Teva's migraine drug clears another hurdle, aims for launch in 2018

JERUSALEM (Reuters) - Teva Pharmaceutical Industries Ltd said on Wednesday its experimental drug to prevent migraines cleared another late-stage study, setting it on course for U.S regulatory approval and launch in the second half of 2018.

The drug’s success would be a much needed boost for Teva, Israel’s biggest company and the world’s largest generic drugmaker. Analysts have estimated it could generate at least $1 billion in sales annually.

Teva’s stock price has plummeted over the past few months after a series of costly acquisitions and delayed drug launches, while its best-selling multiple sclerosis drug Copaxone faces new generic competition.

The new migraine treatment, fremanezumab, significantly reduced the amount of headaches suffered by patients during a phase III trial in episodic migraine prevention using both monthly and quarterly doses, Teva said.

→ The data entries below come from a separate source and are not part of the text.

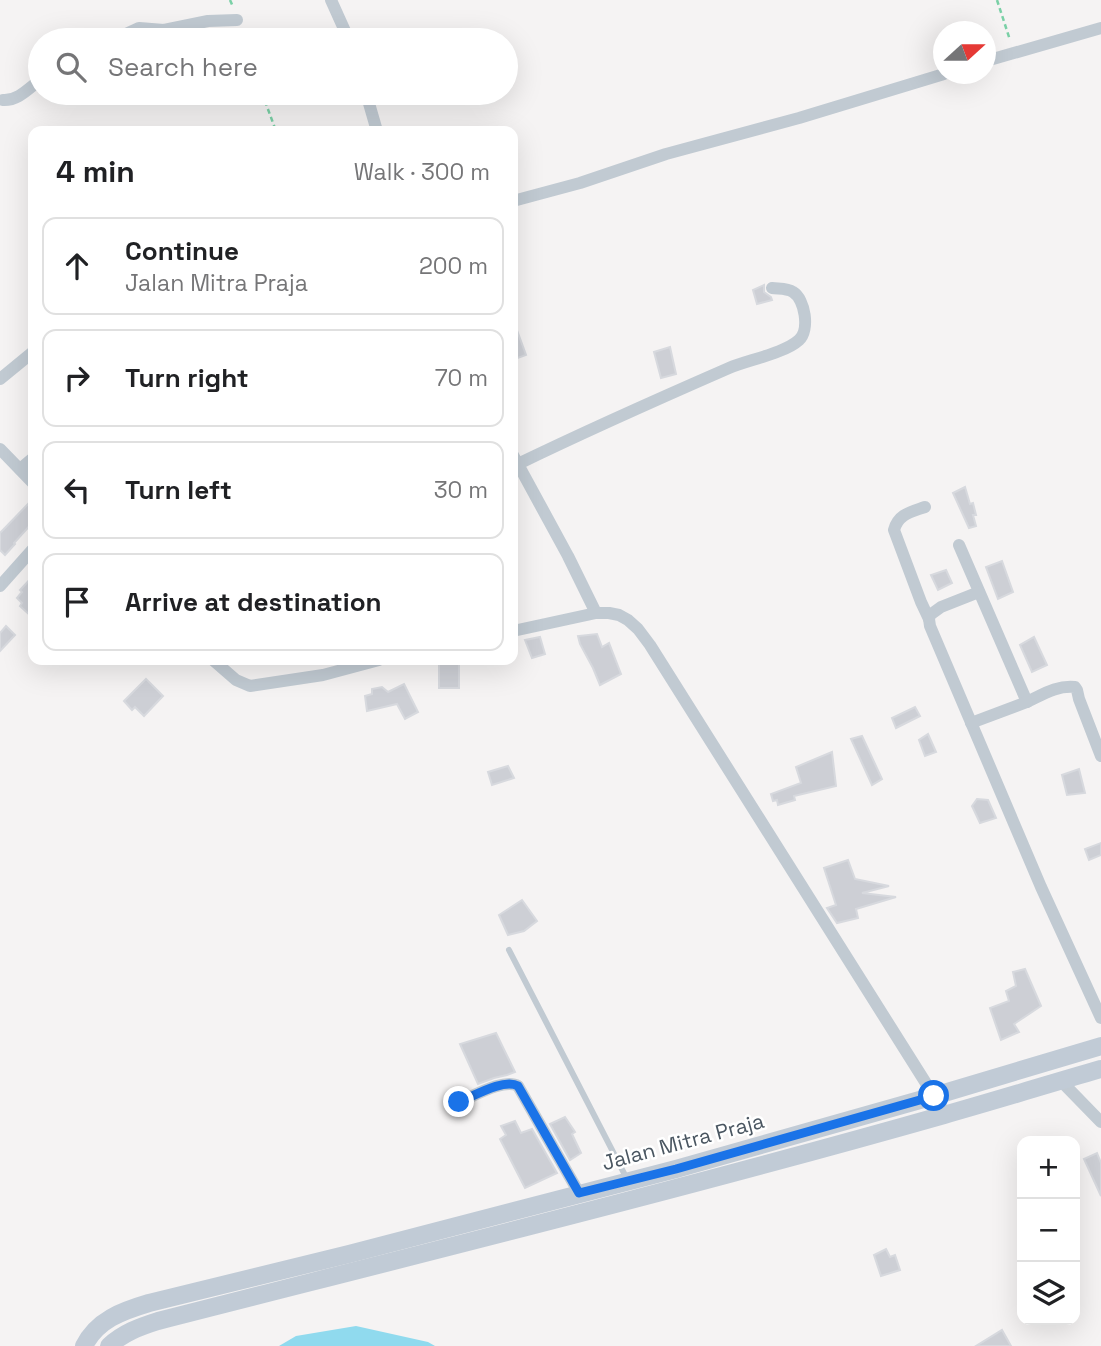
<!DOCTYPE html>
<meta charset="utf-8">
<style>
body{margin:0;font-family:"Space Grotesk",sans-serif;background:#f2f2f2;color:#202124}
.controls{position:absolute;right:21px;bottom:21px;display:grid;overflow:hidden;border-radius:14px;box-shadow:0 7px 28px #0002}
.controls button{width:63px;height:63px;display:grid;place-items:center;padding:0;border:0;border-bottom:2px solid #e0e0e0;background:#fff;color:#202124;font:35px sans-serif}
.compass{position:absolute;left:933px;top:21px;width:63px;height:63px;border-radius:50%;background:#fff;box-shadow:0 7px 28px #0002;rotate:69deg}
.stop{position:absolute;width:21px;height:21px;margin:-16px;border:5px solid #1a73e8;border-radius:50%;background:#fff}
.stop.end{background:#1a73e8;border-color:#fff;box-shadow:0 2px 7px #0008}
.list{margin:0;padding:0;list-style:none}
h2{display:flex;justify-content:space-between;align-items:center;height:91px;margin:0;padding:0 28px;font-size:30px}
h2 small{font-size:23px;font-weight:400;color:#757577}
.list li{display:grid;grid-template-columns:46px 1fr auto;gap:21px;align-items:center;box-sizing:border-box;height:98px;margin:0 14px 14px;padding:0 14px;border:2px solid #e0e0e0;border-radius:14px}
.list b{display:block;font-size:26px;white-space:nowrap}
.list p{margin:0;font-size:23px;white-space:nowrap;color:#757577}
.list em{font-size:23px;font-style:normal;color:#757577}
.icon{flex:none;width:38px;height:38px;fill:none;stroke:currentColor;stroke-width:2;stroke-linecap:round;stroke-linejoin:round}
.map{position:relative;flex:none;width:1101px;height:1346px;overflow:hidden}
.search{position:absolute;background:#fff;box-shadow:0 7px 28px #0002;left:28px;top:28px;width:490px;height:77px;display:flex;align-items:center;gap:18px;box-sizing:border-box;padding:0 24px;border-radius:38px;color:#757577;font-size:26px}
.panel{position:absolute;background:#fff;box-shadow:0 7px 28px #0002;left:28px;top:126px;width:490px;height:539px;border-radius:14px}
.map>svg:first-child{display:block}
.water{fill:#90daee}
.building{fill:#cdcfd5;stroke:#d7d9de;stroke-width:2}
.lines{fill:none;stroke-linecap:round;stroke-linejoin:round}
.path{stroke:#7ad0a6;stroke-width:2.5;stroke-dasharray:5 3.5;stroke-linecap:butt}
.lane{stroke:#c1cad2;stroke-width:6}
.street{stroke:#c1cad2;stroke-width:12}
.secondary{stroke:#c1cbd6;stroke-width:18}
.route{stroke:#1a73e8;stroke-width:9}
.labels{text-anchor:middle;stroke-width:5;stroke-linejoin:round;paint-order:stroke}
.street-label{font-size:21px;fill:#4a5661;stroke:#fff}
</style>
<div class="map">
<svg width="1101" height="1346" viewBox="0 0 1101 1346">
<rect width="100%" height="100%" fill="#f5f3f3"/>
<path class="water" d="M356,1326L428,1342L435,1346H279L296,1336Z"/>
<g class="building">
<path d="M764,285V292L771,297L772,300L757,304L753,290Z"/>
<path d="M513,322H514L526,355L515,359L513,352Z"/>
<path d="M670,347L676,374L661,378L654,352Z"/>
<path d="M965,487L970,504L973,503L976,515H973L976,526L969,528L953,493Z"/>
<path d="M28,504L33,509V522L14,543L15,544L5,555L0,550V533Z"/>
<path d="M1002,561L1013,592L998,599L986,567Z"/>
<path d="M946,570L952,583L938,590L931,575Z"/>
<path d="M33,576V618L20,606L22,603L17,598L22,592L20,590Z"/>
<path d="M6,626L15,635L0,651V633Z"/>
<path d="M597,634L602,647L609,643L621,674L600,685L593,668L580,644L578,636Z"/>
<path d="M540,637L545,654L532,658L525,640Z"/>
<path d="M1034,637L1047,665L1032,672L1020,645Z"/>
<rect x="439" y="660" width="20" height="28"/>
<path d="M146,679L163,696L144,716L135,707L132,710L124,701Z"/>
<path d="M404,684L418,712L405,719L397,704L367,711L365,696L372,694V689L382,687L388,692Z"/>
<path d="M915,707L920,716L896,728L892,718Z"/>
<path d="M928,734L936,752L925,756L919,740Z"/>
<path d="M862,736L882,779L872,785L851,739Z"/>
<path d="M832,752L836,786L794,796L795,800L778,805L777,800L773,801L771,794L801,783L796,767Z"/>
<path d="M508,766L514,778L492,785L488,772Z"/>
<path d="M1079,769L1085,793L1067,795L1062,775Z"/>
<path d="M977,799L988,800L996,818L980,823L972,806Z"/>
<path d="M1101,843V855L1089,860L1085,849Z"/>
<path d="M848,860L855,879L889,886L862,893L896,897L856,909L858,918L837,923L827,908L836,905L824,868Z"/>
<path d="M522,900L537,921L524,931L508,935L499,915Z"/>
<path d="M1025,969L1041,1006L1014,1024L1019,1032L1001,1040L990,1008L1009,1001L1006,991L1016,986L1013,972Z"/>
<path d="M496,1033L515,1072L507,1075L494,1078L478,1084L460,1044Z"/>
<path d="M565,1117L575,1132L572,1134L581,1153L570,1160L550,1124Z"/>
<path d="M515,1121L521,1133L532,1129L557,1173L525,1188L500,1139L506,1135L501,1126Z"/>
<path d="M1097,1153L1101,1163V1196L1084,1159Z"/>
<path d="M886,1249L890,1257L895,1255L900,1270L881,1276L874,1255Z"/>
<path d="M1002,1330L1011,1346H976Z"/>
</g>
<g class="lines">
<g class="path">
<path d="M230,0L233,7"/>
<path d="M997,0L1010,40"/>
<path d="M241,30L244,40"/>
<path d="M262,93L276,131"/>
</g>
<path class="lane" d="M509,950L627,1179"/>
<g class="street">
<path d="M331,0L349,40"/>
<path d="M113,40L139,28L164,30L208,21L237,20"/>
<path d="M986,61L1101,28"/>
<path d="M366,93L377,131"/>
<path d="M3,100C18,101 29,88 40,80"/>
<path d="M513,201L580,183L666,154L799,118L944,74"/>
<path d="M0,379L33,352"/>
<path d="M0,449L33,483"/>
<path d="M513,455L568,556L596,613"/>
<path d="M518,464C588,430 658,399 729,368C748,360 785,353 799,340C810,330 805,299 793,292C787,288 779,289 772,288"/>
<path d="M20,469L33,458"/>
<path d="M925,507C911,512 898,514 894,530L921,602L929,619"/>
<path d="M959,545L1027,702C1042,695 1057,685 1075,687L1077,690L1079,699L1101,756"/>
<path d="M0,586L33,549"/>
<path d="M979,592L941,607L930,615L929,619L930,626L1041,887L1101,1018"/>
<path d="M513,631L596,613H609L619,615L628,620L638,629L650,645L946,1115"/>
<path d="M213,660L236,680L250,686L323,675L379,660"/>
<path d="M971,723L1027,702"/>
<path d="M1060,1080L1101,1122"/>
<path d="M459,1102C474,1096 504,1078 518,1086L579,1193"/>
</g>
<g class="secondary">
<path d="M84,1346C97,1320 122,1311 149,1303L349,1254L676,1169L934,1096L1101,1046"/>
<path d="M109,1346C123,1333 139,1327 158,1321C420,1254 683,1189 944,1115C997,1100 1049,1084 1101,1069"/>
</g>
</g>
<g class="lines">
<path class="route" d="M459,1102C474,1096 504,1078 518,1086L579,1193L676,1169L934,1096"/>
</g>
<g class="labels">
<g class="street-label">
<text transform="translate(683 1142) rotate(-15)" y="7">Jalan Mitra Praja</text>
</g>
</g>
</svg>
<div class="controls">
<button>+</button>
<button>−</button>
<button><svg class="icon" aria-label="layers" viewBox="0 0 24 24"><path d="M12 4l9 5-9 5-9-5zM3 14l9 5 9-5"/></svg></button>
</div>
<svg class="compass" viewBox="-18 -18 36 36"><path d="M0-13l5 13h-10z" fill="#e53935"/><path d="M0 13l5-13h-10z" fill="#757577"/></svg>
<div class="stop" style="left:934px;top:1096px"></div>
<div class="stop end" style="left:459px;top:1102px"></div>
<div class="search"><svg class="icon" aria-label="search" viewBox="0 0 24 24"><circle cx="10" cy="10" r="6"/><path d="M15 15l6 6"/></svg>Search here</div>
<section class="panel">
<h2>4 min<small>Walk · 300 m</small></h2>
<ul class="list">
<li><svg class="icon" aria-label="ahead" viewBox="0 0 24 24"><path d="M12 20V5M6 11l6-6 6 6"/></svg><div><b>Continue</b><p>Jalan Mitra Praja</p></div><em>200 m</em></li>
<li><svg class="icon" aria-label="right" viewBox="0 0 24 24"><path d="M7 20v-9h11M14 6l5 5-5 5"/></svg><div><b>Turn right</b></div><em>70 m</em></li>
<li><svg class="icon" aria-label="left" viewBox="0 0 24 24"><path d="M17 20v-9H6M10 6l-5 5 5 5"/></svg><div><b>Turn left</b></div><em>30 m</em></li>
<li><svg class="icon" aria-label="arrive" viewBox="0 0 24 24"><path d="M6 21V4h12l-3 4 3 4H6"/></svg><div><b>Arrive at destination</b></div></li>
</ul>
</section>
</div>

Teva also released positive results for the drug treating less-prevalent chronic migraines a week ago.

“Teva plans to submit a Biologics License Application to the U.S. Food and Drug Administration for fremanezumab later this year in both episodic and chronic migraine with anticipated approval and launch in the second half of 2018,” it said.

Its shares, which hit a decade low last month, were up 0.6 percent in early trading in New York on Wednesday.

Teva as well as companies such as Amgen Inc, Eli Lilly Co and Alder BioPharmaceuticals Inc are developing similar drugs to target calcitonin gene-related peptide, or CGRP, a protein involved in pain-signalling during migraine.

The lack of effective medicines and the sheer number of patients guarantee that each company’s drug, if approved, will eventually generate at least $1 billion in sales, analysts have forecast.

This could help to offset an expected blow to Teva which faces new generic competition to Copaxone.

About 40 million Americans suffer from migraine - intense headache characterized by throbbing pain and sensitivity to light and nausea. The condition, which can last for days, is incurable.